Task statement
Select from the records below every line that has the word "university" in it.
───── Dataset entries
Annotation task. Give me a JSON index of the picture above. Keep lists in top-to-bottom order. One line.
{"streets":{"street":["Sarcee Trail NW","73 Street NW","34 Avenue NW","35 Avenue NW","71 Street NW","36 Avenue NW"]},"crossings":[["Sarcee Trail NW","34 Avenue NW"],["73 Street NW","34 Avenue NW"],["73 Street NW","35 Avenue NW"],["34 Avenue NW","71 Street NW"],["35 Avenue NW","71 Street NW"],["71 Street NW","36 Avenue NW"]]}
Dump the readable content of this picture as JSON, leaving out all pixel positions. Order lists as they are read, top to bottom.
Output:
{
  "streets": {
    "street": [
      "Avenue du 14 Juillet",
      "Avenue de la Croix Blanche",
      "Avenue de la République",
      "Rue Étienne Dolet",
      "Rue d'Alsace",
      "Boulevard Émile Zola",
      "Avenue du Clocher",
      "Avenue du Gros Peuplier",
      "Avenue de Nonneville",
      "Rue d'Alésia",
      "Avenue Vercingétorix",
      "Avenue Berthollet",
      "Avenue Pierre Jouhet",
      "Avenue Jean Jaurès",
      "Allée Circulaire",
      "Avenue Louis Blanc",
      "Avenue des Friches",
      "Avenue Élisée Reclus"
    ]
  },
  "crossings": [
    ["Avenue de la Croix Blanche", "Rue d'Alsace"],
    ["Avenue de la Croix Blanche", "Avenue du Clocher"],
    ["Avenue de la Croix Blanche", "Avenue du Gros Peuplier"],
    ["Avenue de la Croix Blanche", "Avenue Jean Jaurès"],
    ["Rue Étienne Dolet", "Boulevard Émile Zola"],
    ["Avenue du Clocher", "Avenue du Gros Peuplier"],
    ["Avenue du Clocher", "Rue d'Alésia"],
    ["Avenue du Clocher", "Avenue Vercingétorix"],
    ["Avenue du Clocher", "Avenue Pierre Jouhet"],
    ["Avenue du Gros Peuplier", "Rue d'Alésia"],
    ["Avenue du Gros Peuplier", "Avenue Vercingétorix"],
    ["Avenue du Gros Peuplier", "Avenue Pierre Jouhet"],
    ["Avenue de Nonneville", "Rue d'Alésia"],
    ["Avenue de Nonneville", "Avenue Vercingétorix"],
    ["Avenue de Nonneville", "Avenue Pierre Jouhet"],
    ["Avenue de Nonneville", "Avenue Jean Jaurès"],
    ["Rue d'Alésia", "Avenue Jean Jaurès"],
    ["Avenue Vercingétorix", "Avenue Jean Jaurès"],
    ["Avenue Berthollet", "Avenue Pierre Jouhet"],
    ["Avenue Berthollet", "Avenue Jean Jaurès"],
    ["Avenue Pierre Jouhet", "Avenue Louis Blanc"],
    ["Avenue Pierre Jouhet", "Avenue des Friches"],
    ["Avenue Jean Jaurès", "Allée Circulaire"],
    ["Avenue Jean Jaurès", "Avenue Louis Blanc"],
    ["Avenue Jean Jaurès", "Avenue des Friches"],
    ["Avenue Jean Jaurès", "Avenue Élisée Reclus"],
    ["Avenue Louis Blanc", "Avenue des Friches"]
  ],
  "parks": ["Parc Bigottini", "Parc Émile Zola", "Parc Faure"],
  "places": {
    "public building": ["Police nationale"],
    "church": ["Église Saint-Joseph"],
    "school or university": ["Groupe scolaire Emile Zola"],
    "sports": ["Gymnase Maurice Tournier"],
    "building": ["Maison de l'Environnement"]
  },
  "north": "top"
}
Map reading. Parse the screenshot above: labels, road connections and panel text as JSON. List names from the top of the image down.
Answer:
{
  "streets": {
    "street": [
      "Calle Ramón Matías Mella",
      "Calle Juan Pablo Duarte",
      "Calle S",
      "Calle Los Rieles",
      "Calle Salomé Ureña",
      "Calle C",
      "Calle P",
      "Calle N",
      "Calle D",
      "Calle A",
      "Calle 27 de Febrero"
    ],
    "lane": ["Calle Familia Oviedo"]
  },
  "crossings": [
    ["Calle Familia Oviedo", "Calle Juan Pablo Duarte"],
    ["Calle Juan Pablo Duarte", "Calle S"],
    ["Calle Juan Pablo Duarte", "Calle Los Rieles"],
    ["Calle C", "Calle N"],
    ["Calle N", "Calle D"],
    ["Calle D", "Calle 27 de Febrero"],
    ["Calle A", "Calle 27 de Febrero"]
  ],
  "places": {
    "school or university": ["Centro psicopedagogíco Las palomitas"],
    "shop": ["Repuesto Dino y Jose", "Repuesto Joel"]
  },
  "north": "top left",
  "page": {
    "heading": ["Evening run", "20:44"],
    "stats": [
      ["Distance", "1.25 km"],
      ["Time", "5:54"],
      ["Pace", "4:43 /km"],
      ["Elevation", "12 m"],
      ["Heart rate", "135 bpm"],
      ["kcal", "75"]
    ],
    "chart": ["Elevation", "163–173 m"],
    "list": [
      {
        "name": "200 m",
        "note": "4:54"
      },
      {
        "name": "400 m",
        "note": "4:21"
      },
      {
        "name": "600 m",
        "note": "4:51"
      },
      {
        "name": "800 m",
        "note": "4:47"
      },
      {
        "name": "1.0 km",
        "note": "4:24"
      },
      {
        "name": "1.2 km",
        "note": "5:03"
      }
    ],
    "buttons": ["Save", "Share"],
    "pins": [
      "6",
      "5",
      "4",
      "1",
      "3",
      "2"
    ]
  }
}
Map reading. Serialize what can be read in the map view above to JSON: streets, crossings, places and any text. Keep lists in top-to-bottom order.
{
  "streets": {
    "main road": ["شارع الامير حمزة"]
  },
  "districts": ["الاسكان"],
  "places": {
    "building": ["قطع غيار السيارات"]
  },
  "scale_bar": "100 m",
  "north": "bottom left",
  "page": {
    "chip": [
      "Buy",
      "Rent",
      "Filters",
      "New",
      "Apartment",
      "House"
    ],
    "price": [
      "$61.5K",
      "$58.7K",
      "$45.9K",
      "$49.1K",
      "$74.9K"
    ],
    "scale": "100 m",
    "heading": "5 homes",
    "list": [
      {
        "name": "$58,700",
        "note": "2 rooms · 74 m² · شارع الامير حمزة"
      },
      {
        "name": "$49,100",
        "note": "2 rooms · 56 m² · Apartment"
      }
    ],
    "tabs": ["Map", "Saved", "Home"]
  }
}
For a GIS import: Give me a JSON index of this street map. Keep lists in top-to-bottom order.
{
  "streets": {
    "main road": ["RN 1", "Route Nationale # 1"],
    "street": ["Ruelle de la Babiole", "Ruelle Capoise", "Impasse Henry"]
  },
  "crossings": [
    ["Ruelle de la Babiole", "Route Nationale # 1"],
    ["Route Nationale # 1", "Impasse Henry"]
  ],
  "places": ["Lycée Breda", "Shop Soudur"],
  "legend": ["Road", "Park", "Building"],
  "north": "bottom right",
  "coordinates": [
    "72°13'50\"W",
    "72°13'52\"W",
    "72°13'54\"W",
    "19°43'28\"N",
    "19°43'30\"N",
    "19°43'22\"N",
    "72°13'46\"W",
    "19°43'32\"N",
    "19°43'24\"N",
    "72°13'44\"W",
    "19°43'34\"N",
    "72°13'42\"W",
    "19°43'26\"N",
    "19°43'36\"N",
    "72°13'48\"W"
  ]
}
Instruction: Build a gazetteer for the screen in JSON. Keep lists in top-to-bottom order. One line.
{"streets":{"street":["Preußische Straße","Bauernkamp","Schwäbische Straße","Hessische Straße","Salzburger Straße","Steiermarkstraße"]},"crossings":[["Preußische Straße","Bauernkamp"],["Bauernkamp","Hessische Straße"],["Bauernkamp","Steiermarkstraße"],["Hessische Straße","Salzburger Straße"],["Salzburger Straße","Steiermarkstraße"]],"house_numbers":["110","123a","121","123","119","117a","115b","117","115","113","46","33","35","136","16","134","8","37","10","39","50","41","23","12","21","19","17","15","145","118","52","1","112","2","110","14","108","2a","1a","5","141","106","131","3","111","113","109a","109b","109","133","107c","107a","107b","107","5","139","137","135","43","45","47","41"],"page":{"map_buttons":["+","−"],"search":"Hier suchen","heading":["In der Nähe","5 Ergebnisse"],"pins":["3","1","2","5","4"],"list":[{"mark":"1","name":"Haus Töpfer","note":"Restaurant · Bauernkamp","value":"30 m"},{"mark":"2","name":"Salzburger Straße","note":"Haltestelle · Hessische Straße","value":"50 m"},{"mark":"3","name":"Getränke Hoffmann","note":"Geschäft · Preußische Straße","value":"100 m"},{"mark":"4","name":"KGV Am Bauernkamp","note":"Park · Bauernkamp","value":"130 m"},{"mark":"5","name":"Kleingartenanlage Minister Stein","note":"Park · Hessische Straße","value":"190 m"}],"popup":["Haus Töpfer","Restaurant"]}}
──────────
Solved exercise
    "school or university": ["Groupe scolaire Emile Zola"],
    "school or university": ["Centro psicopedagogíco Las palomitas"],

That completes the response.